I consulted other sources too and I did my own research before arriving at a conclusion: the Anti-Terror Bill has very dangerous implications, especially for the country’s most vulnerable sectors. I say no too.
It bothers me when lawmakers claim that the Anti-Terror Bill has “enough safeguards” to protect the people from abuse. It implies that they themselves recognize existing flaws — they knew something would go wrong, and so they wrote the safeguards to cushion the blow.
The safeguards are therefore secondary, almost like point-per-point afterthoughts for when the powers-that-be decide that they can detain, surveil, and intimidate anyone who does not agree with their every move.
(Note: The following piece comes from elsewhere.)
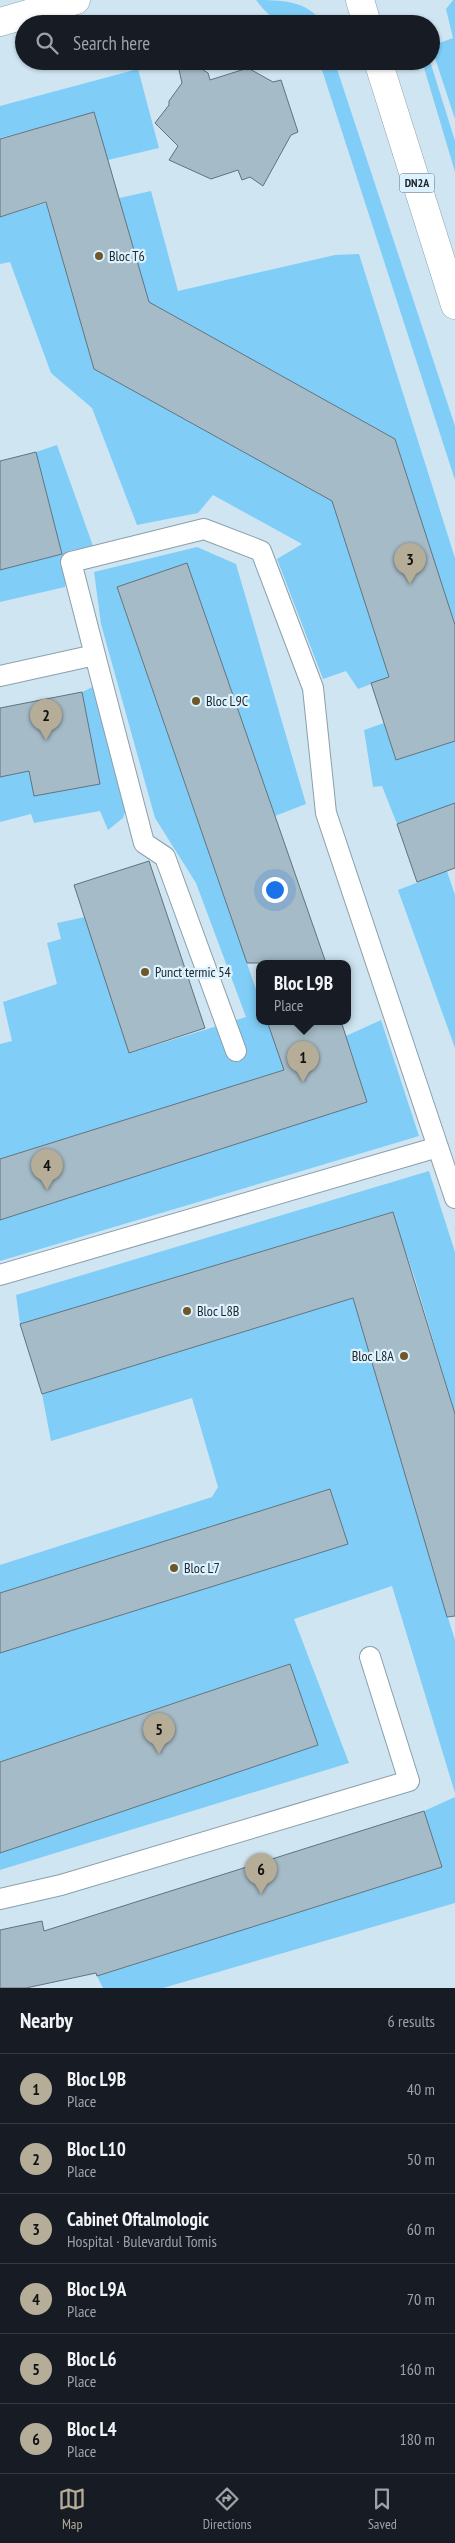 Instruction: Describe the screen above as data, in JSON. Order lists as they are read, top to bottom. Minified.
{"streets":{"main road":["DN2A"]},"places":["Bloc T6","Bloc L9C","Punct termic 54","Bloc L8B","Bloc L8A","Bloc L7"],"page":{"search":"Search here","pins":["3","2","1","4","5","6"],"popup":["Bloc L9B","Place"],"heading":["Nearby","6 results"],"list":[{"mark":"1","name":"Bloc L9B","note":"Place","value":"40 m"},{"mark":"2","name":"Bloc L10","note":"Place","value":"50 m"},{"mark":"3","name":"Cabinet Oftalmologic","note":"Hospital · Bulevardul Tomis","value":"60 m"},{"mark":"4","name":"Bloc L9A","note":"Place","value":"70 m"},{"mark":"5","name":"Bloc L6","note":"Place","value":"160 m"},{"mark":"6","name":"Bloc L4","note":"Place","value":"180 m"}],"nav":["Map","Directions","Saved"]}} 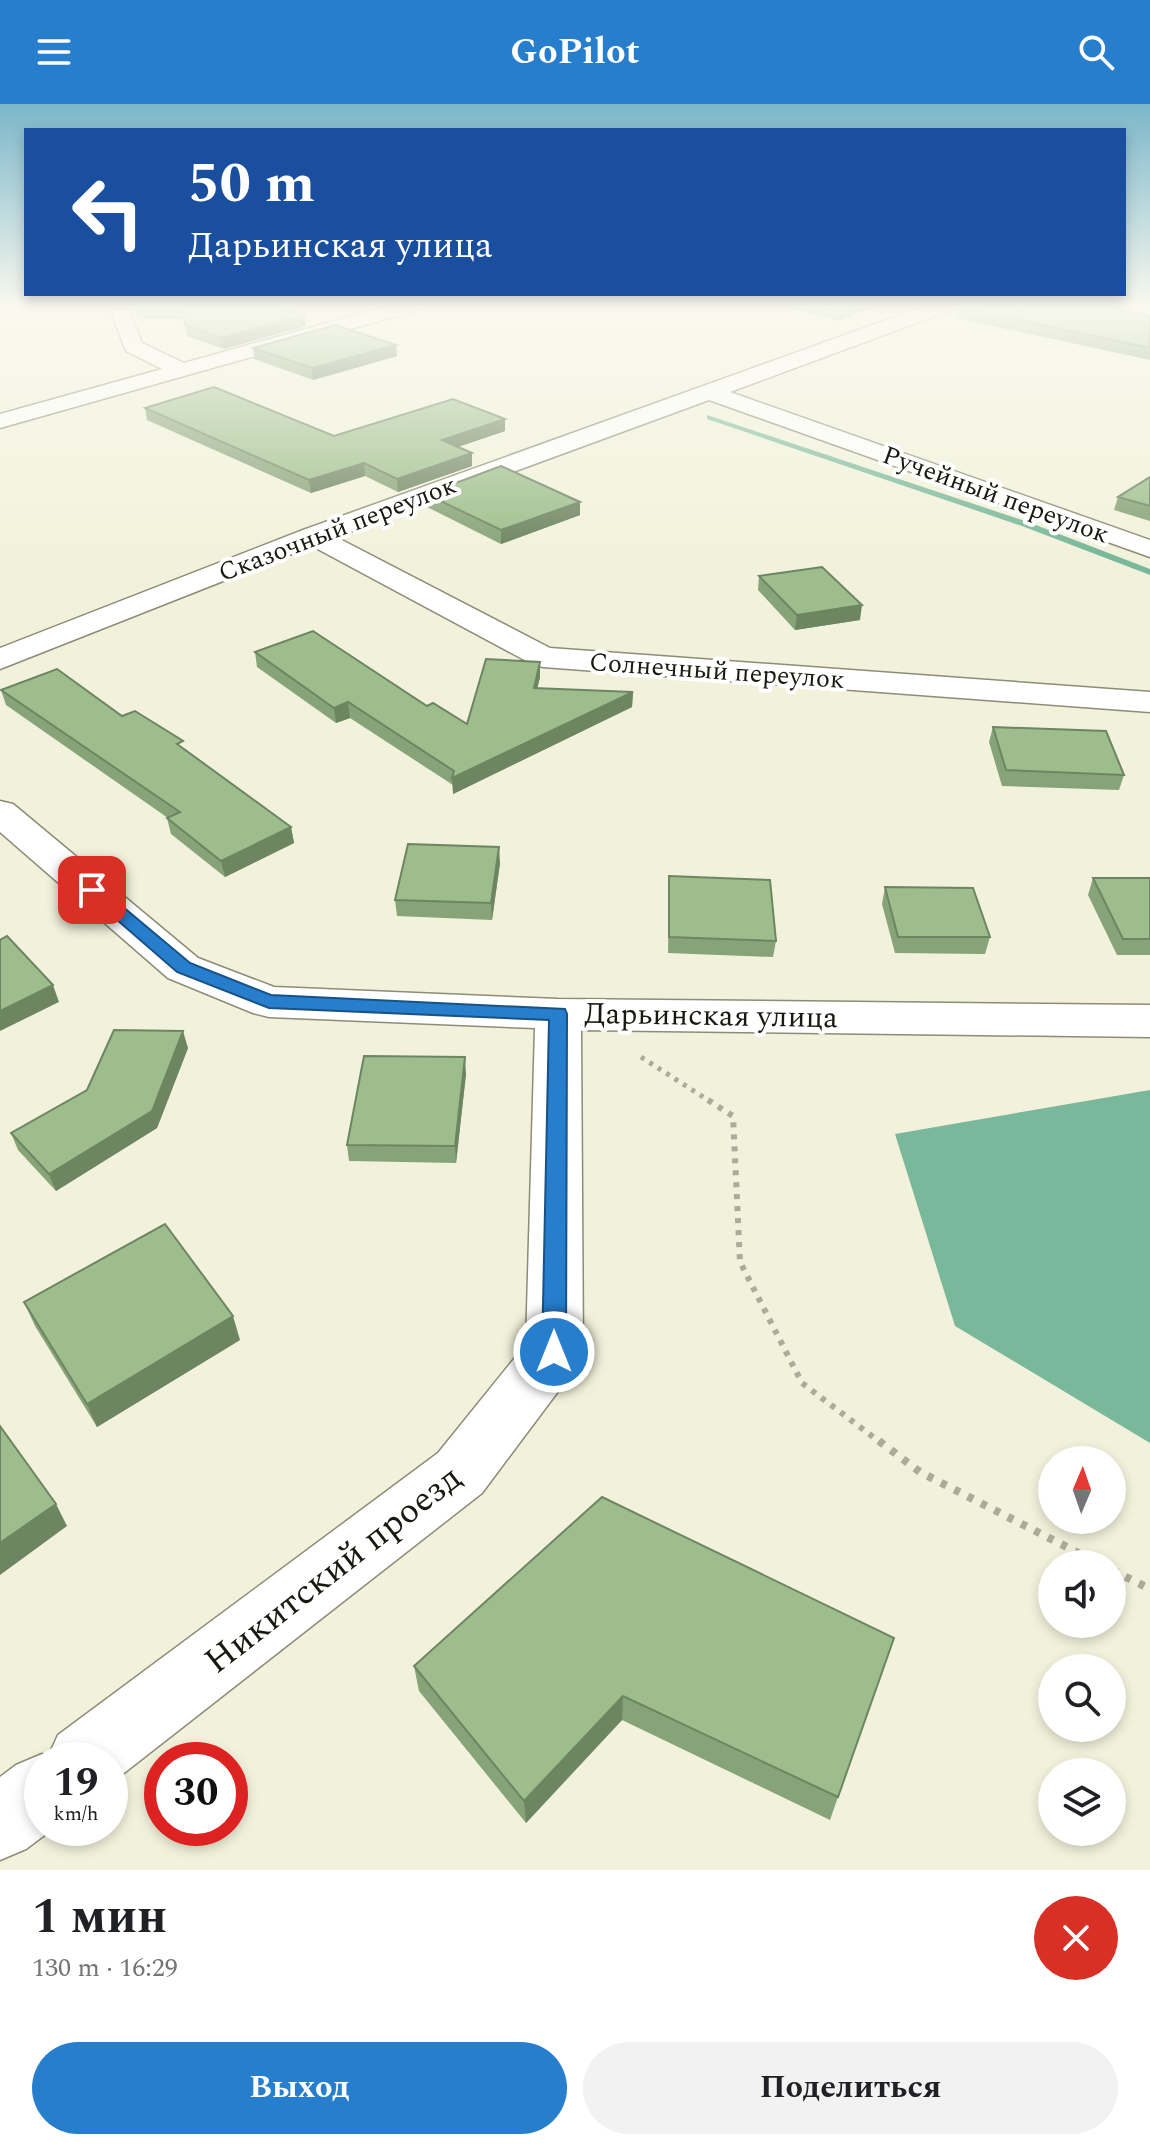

Some say that law-abiding citizens have nothing worry about, but this argument holds true only if the country’s armed forces have persistently demonstrated extreme diligence when exercising the law.
Fact is, they have not. The “collateral damage” and the “bad apples” are simply too many and too entrenched in the system to ignore.
If signed into law, the Anti-Terror Bill will allow state forces to label anyone a terrorist on mere suspicion. This may not be an issue for people who live in cushy neighborhoods, but it will aggravate the state-inflicted abuses in the slums and in the countryside where the poorest sectors reside. Poor people in the margins are easy targets. They have no resources and no audience, and so state-sponsored violations committed against them are almost always unpunished and undocumented.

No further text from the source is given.